Les services de renseignement russes n’ont rien perdu des réflexes soviétiques : ils continuent de s’appuyer sur l’Église orthodoxe russe (EOR), ou Patriarcat de Moscou, pour étendre leur influence à l’étranger. Jadis partenaire du KGB, l’Église joue aujourd’hui un double rôle : celui d’institution religieuse et d’outil stratégique, en particulier dans le cadre de la guerre en Ukraine.
Cette galerie revient sur les liens opaques entre agents secrets et autorités religieuses, décrypte les méthodes de manipulation mises en œuvre par les services russes et questionne la légitimité d’une Église dont la foi semble de plus en plus mêlée aux affaires d’État. Découvrez les coulisses de cette alliance trouble.
Depuis les années 1940, l’Église orthodoxe russe (EOR) est mise au service du pouvoir pour légitimer les régimes autoritaires et diffuser les valeurs de l’État. La chute de l’Union soviétique n’a rien changé à ce rôle stratégique : l’EOR s’est maintenue comme un pilier du soft power russe, accompagnant la politique étrangère du Kremlin pour étendre son influence et servir les ambitions de l’État à l’international.
Les archives soviétiques lèvent le voile sur une facette méconnue de l’actuel patriarche Kirill, né Vladimir Gundyaev. Bien avant de prendre la tête de l’Église orthodoxe russe, il aurait été un officier actif du KGB.
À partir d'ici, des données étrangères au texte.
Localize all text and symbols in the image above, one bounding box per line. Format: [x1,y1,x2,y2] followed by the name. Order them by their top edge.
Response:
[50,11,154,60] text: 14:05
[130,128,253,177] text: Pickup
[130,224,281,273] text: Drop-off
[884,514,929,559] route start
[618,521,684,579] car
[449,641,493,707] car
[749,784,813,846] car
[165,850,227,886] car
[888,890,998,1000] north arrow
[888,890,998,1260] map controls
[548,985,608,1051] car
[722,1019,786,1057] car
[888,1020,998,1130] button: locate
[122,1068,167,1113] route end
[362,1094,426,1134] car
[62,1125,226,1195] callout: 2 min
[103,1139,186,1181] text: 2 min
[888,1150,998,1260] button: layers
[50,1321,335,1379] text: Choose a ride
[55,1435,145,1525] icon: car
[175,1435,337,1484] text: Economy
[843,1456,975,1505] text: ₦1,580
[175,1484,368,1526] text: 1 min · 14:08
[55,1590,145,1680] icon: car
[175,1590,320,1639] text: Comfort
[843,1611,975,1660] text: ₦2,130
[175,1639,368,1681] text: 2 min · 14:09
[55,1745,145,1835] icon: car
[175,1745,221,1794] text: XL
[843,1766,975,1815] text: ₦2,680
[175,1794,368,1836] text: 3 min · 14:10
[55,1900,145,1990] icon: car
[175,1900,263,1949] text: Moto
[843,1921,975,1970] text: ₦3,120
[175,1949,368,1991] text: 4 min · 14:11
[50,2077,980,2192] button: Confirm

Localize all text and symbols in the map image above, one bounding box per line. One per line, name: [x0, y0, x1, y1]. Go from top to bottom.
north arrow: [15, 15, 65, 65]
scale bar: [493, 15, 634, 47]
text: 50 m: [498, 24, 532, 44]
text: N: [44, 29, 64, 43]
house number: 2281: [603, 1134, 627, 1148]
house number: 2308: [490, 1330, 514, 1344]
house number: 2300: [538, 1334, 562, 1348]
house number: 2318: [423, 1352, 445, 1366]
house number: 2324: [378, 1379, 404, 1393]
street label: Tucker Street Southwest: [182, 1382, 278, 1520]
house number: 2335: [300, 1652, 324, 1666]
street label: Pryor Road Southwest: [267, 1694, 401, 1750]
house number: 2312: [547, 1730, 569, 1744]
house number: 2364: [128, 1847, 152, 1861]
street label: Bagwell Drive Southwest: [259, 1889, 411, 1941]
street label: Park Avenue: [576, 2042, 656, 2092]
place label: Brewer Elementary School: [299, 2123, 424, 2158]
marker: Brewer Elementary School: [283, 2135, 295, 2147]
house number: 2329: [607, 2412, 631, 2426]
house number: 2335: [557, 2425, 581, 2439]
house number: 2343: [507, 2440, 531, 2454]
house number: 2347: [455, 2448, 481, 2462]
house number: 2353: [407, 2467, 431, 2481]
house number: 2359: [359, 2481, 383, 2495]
Le patriarche Kirill partage bien plus qu’une mission spirituelle avec le président Vladimir Poutine. Tous deux sont issus de l’héritage du renseignement russe : Kirill comme ancien officier du KGB, Poutine comme vétéran de ce même service et ex-directeur de son successeur, le FSB.
Des documents suisses déclassifiés révèlent que le patriarche Kirill, alors représentant de Moscou au Conseil œcuménique des Églises à Genève dans les années 1970, travaillait pour le KGB. Sa mission : influencer le Conseil fédéral suisse par le biais de la diplomatie religieuse.
Les archives suisses, classées sous l’intitulé "Monseigneur Kirill", révèlent que le patriarche Kirill menait une mission secrète pour le KGB sous le nom de code "Mikhailov". Les documents indiquent également que le Conseil fédéral suisse était déjà infiltré par le réseau de renseignement soviétique.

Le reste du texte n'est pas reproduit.